Here's a visual representation of how the shell's pipe operator works:

Building Pipelines

A pipeline like cmd1 | cmd2 | cmd3 requires multiple pipes. The pattern is that N commands require N-1 pipes, and each middle command reads from one pipe and writes to the next.

cmd1 --> pipe1 --> cmd2 --> pipe2 --> cmd3

Key implementation points:

Create all pipes before forking
Each child closes all pipe ends it doesn't use
First command only writes, last command only reads
Middle commands both read and write

// For 3 commands, need 2 pipes
int pipe1[2], pipe2[2];
pipe(pipe1);
pipe(pipe2);

// Command 1: only writes to pipe1
if (fork() == 0)
{
    dup2(pipe1[1], STDOUT_FILENO);
    close(pipe1[0]);
    close(pipe1[1]);
    close(pipe2[0]);
    close(pipe2[1]);
    // Execute command 1
}

// Command 2: reads from pipe1, writes to pipe2
if (fork() == 0)
{
    dup2(pipe1[0], STDIN_FILENO);
    dup2(pipe2[1], STDOUT_FILENO);
    close(pipe1[0]);
    close(pipe1[1]);
    close(pipe2[0]);
    close(pipe2[1]);
    // Execute command 2
}

// Command 3: only reads from pipe2
if (fork() == 0)
{
    dup2(pipe2[0], STDIN_FILENO);
    close(pipe1[0]);
    close(pipe1[1]);
    close(pipe2[0]);
    close(pipe2[1]);
    // Execute command 3
}

// Parent closes all pipes and waits
close(pipe1[0]);
close(pipe1[1]);
close(pipe2[0]);
close(pipe2[1]);
// Wait for all children

Signal Handling

Shells need to handle user interrupts gracefully.
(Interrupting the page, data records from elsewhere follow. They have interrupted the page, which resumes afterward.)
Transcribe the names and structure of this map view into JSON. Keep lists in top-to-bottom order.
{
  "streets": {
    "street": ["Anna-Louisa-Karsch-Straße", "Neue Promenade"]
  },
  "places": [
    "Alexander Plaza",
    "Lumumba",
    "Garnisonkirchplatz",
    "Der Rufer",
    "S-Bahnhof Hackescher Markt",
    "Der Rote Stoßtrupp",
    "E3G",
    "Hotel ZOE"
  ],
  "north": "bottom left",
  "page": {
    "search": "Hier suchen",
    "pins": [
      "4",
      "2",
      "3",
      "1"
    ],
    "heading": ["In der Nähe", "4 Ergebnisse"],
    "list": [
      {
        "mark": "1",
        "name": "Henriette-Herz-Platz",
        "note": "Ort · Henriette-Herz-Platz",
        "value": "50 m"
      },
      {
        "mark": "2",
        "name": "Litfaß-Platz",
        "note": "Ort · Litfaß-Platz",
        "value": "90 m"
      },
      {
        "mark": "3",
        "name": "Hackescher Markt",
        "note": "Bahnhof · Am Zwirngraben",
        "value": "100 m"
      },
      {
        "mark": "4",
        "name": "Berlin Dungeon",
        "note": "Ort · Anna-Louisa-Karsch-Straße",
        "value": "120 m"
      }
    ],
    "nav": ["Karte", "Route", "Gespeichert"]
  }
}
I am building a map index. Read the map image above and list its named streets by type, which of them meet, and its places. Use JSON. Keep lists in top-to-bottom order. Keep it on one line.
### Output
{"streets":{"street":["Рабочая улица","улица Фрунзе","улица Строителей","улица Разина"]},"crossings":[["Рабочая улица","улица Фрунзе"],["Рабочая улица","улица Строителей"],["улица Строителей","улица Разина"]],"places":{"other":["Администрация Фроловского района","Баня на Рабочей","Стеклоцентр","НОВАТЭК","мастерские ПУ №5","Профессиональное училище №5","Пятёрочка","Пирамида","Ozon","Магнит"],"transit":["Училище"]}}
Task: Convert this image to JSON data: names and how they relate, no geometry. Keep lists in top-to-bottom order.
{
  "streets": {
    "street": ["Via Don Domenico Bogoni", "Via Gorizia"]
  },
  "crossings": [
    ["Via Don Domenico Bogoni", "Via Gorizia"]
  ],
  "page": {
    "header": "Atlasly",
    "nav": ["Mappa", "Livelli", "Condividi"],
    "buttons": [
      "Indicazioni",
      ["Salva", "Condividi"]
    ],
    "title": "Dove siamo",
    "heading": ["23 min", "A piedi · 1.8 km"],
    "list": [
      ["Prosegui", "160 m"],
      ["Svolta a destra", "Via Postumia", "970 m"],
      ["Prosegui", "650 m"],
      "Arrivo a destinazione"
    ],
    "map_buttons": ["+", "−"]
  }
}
When you press Ctrl-C, you don't want to exit the shell—just the current command.

Understanding Signals

A signal is an asynchronous notification sent to a process. Common signals:

SIGINT (2): Interrupt (Ctrl-C)
SIGQUIT (3): Quit (Ctrl-)
SIGTERM (15): Termination request
SIGKILL (9): Force kill (cannot be caught!)
SIGSTOP (19): Stop process (cannot be caught!)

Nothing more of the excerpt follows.